Try it.
Each line below needs to be repeated precisely as it is.

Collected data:
○ ○ ○ ○

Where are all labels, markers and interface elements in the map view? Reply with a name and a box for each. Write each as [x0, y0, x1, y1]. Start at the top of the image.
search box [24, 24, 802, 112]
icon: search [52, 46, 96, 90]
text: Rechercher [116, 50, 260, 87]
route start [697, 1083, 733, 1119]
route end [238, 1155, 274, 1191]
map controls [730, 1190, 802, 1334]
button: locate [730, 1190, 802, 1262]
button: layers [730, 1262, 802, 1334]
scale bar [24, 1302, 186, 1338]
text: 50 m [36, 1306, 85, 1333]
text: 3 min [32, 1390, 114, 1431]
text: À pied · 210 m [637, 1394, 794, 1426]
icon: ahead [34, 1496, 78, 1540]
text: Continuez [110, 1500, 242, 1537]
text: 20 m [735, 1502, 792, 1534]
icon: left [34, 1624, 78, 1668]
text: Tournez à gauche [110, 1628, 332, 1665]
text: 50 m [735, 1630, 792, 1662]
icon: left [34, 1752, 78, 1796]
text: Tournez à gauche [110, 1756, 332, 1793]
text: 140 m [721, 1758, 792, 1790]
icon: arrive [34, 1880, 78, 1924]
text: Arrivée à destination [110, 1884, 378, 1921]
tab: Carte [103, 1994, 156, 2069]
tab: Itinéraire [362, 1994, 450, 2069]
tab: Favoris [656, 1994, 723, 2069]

○ ○ ○ ○

The completed task.
Where are all labels, markers and interface elements in the map view? Reply with a name and a box for each. Write each as [x0, y0, x1, y1]. Start at the top of the image.
search box [24, 24, 802, 112]
icon: search [52, 46, 96, 90]
text: Rechercher [116, 50, 260, 87]
route start [697, 1083, 733, 1119]
route end [238, 1155, 274, 1191]
map controls [730, 1190, 802, 1334]
button: locate [730, 1190, 802, 1262]
button: layers [730, 1262, 802, 1334]
scale bar [24, 1302, 186, 1338]
text: 50 m [36, 1306, 85, 1333]
text: 3 min [32, 1390, 114, 1431]
text: À pied · 210 m [637, 1394, 794, 1426]
icon: ahead [34, 1496, 78, 1540]
text: Continuez [110, 1500, 242, 1537]
text: 20 m [735, 1502, 792, 1534]
icon: left [34, 1624, 78, 1668]
text: Tournez à gauche [110, 1628, 332, 1665]
text: 50 m [735, 1630, 792, 1662]
icon: left [34, 1752, 78, 1796]
text: Tournez à gauche [110, 1756, 332, 1793]
text: 140 m [721, 1758, 792, 1790]
icon: arrive [34, 1880, 78, 1924]
text: Arrivée à destination [110, 1884, 378, 1921]
tab: Carte [103, 1994, 156, 2069]
tab: Itinéraire [362, 1994, 450, 2069]
tab: Favoris [656, 1994, 723, 2069]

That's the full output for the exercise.